Interestingly enough there is a new wrinkle or "bossa nova" to the history of the persecution of Candomblé. Where once the persecutors were the Catholic Church and the State, now the Catholic Church – under attack from the onslaught of the rising tide of right wing evangelical churches is attempting to ally itself to the also persecuted Candomblé practitioners. The State – which has established anti-racism laws has taken the side of Candomblé practitioners who are being relentlessly attacked by "Christians" who see devotion to the Orishas as "devil worship". One incident that took place several years ago in Rio ,esulted in the death of a young Candomblé initiate, dressed in white who was shopping in the marketplace, and was set on fire by evangelicals. A second initiate who was with her was scarred for life.
Another more recent atrocity, which was brought to the UN, was the attack on Mae Gilda.
Intolerance Denounced at UN
RIO DE JANEIRO, Jul 3 , 2009 (IPS) - "Ialorixá" Gilda died of a massive heart attack in 1999 after members of a pentecostal church swarmed into her temple and hit her over the head with a Bible. Her death drew attention to the growing religious intolerance in Brazil, which was denounced this week at the United Nations.
The sectarianism especially targets religions of African origin, as in the case of Candomblé priestess Gilda, according to the report that Brazil’s Committee Against Religious Intolerance (CCIR) presented to Martin Uhomoibhi, president of the U.N. Human Rights Council.
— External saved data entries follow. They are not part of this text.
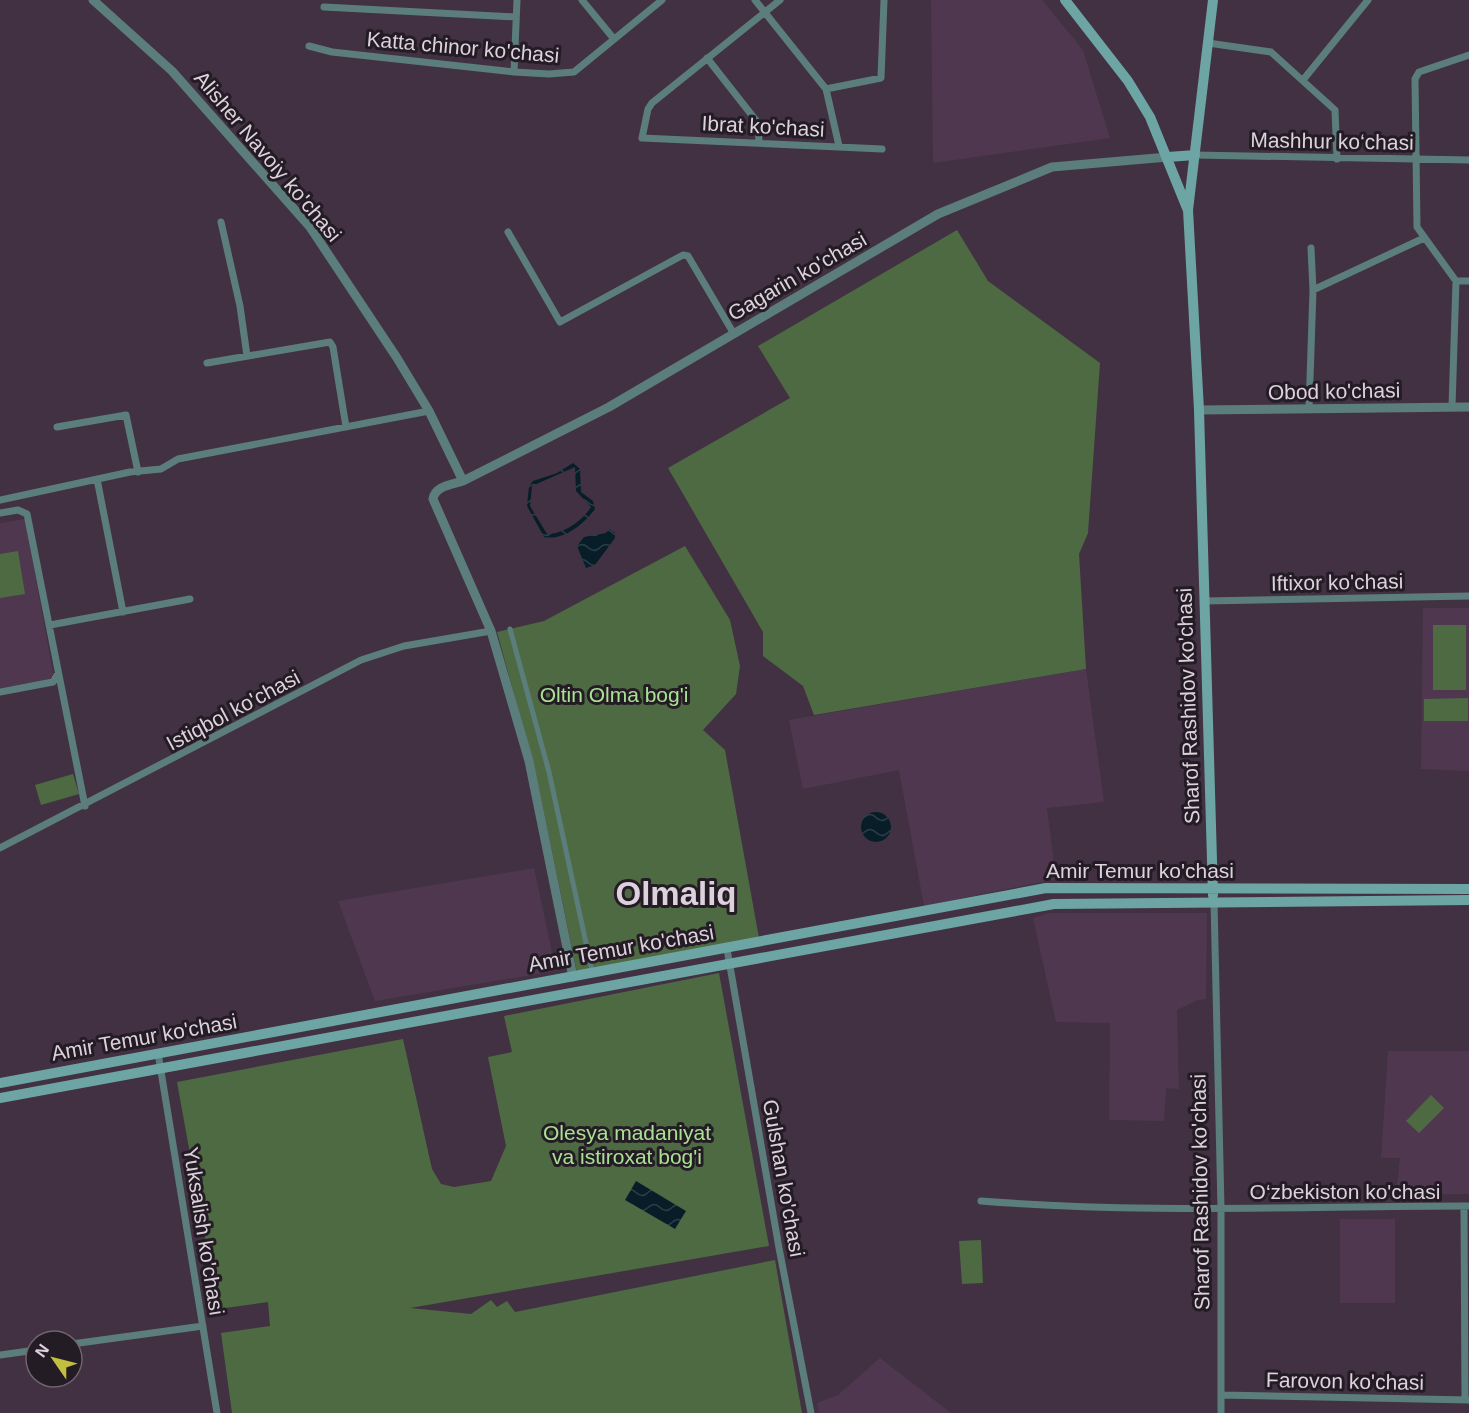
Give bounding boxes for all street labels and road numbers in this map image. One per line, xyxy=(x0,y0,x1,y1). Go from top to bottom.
street label: Katta chinor ko'chasi xyxy=(366,27,560,67)
street label: Alisher Navoiy ko'chasi xyxy=(190,66,346,246)
street label: Ibrat ko'chasi xyxy=(701,111,825,141)
street label: Mashhur ko‘chasi xyxy=(1250,128,1414,154)
street label: Gagarin ko'chasi xyxy=(724,227,870,325)
street label: Obod ko'chasi xyxy=(1268,378,1400,404)
street label: Iftixor ko'chasi xyxy=(1271,569,1403,595)
street label: Sharof Rashidov ko'chasi xyxy=(1172,588,1204,824)
street label: Istiqbol ko'chasi xyxy=(162,665,304,755)
street label: Amir Temur ko'chasi xyxy=(1046,859,1234,882)
street label: Amir Temur ko'chasi xyxy=(526,920,716,976)
street label: Amir Temur ko'chasi xyxy=(49,1009,239,1065)
street label: Sharof Rashidov ko'chasi xyxy=(1186,1074,1214,1310)
street label: Gulshan ko'chasi xyxy=(759,1098,809,1258)
street label: Yuksalish ko'chasi xyxy=(179,1145,229,1317)
street label: O‘zbekiston ko'chasi xyxy=(1250,1180,1440,1203)
street label: Farovon ko'chasi xyxy=(1266,1368,1424,1394)

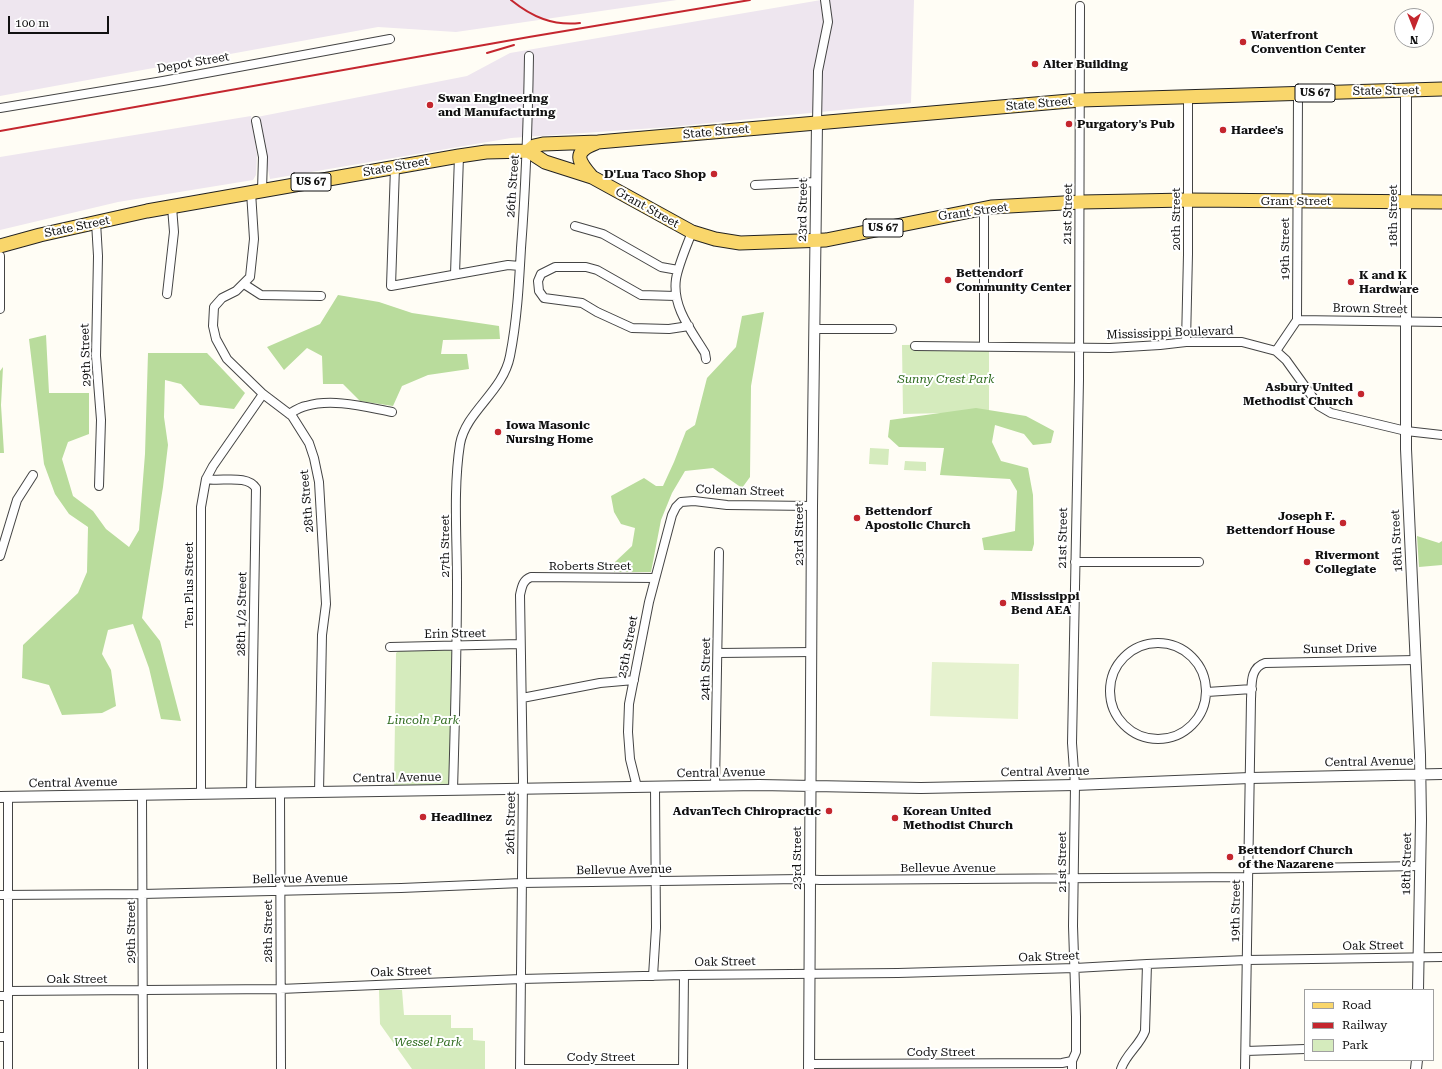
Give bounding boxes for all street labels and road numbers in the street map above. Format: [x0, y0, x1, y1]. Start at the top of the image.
street label: Depot Street [156, 50, 230, 76]
street label: State Street [1353, 83, 1419, 99]
road number: US 67 [1295, 84, 1335, 102]
street label: State Street [1005, 94, 1073, 114]
street label: State Street [682, 122, 750, 142]
street label: State Street [362, 154, 430, 180]
street label: 26th Street [504, 154, 522, 218]
road number: US 67 [291, 173, 331, 191]
street label: 23rd Street [795, 178, 811, 242]
street label: 21st Street [1060, 183, 1076, 245]
street label: 18th Street [1386, 184, 1400, 248]
street label: Grant Street [613, 185, 681, 231]
street label: 20th Street [1169, 187, 1183, 251]
street label: Grant Street [1261, 194, 1331, 208]
street label: Grant Street [937, 200, 1009, 224]
street label: State Street [43, 213, 111, 241]
street label: 19th Street [1278, 217, 1292, 281]
road number: US 67 [863, 219, 903, 237]
street label: Brown Street [1332, 301, 1408, 317]
street label: 29th Street [78, 323, 94, 387]
street label: Mississippi Boulevard [1106, 324, 1234, 342]
street label: 28th Street [297, 469, 317, 533]
street label: Coleman Street [695, 482, 785, 500]
street label: 23rd Street [792, 502, 806, 566]
street label: 21st Street [1055, 507, 1071, 569]
street label: 18th Street [1388, 509, 1406, 573]
street label: 27th Street [438, 514, 452, 578]
street label: Ten Plus Street [182, 542, 196, 628]
street label: Roberts Street [549, 559, 631, 573]
street label: 28th 1/2 Street [234, 572, 250, 656]
street label: 25th Street [615, 615, 641, 679]
street label: Erin Street [424, 626, 486, 642]
street label: 24th Street [698, 637, 714, 701]
street label: Sunset Drive [1303, 641, 1377, 657]
street label: Central Avenue [1325, 754, 1413, 770]
street label: Central Avenue [1001, 764, 1089, 780]
street label: Central Avenue [677, 765, 765, 781]
street label: Central Avenue [353, 770, 441, 786]
street label: Central Avenue [29, 775, 117, 791]
street label: 26th Street [503, 791, 519, 855]
street label: 23rd Street [790, 826, 804, 890]
street label: 21st Street [1055, 831, 1069, 893]
street label: 18th Street [1399, 832, 1415, 896]
street label: Bellevue Avenue [900, 861, 996, 875]
street label: Bellevue Avenue [576, 862, 672, 878]
street label: Bellevue Avenue [252, 871, 348, 887]
street label: 19th Street [1228, 879, 1244, 943]
street label: 28th Street [261, 899, 275, 963]
street label: 29th Street [124, 900, 138, 964]
street label: Oak Street [1342, 938, 1404, 954]
street label: Oak Street [1018, 949, 1080, 965]
street label: Oak Street [694, 954, 756, 970]
street label: Oak Street [370, 964, 432, 980]
street label: Oak Street [46, 972, 108, 986]
street label: Cody Street [907, 1045, 975, 1059]
street label: Cody Street [567, 1050, 635, 1064]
But it is also expressed against Jews, Catholics, Muslims and spiritists, says the report presented by the CCIR, which is made up of representatives of a number of different faiths.
The CCIR, which documented 15 cases of religious intolerance in four Brazilian states, accuses pentecostal churches, especially the Universal Church of the Kingdom of God (Igreja Universal do Reino de Deus, founded in 1977 in Brazil), of attacks and harassment against people of other faiths, and of spreading religious intolerance. In the Universal Church of the Kingdom of God’s (UCKG) efforts to draw in people, which are based on "demonising" Afro-Brazilian religions, "Jews are also portrayed as ‘the killers of Christ’, Catholics as ‘devil worshippers’, traditional Protestants as ‘false Christians’, and Muslims as ‘demonic’ because they follow Mohammed instead of Jesus," says the report.
These Evangelical churches, most notably the "Universal Church of God" which owns and operates television stations and has members who have been elected to public offices, are linked to the growing right wing menace we see in segments the Tea Party movement here in the US, and the witch and gay hunting in places like Uganda.
Members of Afro-Brazilian groups of Candomble, Umbanda, Capoeira along with people of other groups have been marching against intolerance.
Umbandist Atila Nunes made this short film of last years march:
I have FAITH! That one day we can join hands and together try to build a better world, without hardship, without discrimination, no religious intolerance, where we can love each other, and never be offended by difference...
Attacks on Candomblé and related Afro-Brazilian religions by the Christian right has now precipitated a law in Brazil dealing with religious intolerance – which has passed both house of Parliament this year.
It still has to be signed.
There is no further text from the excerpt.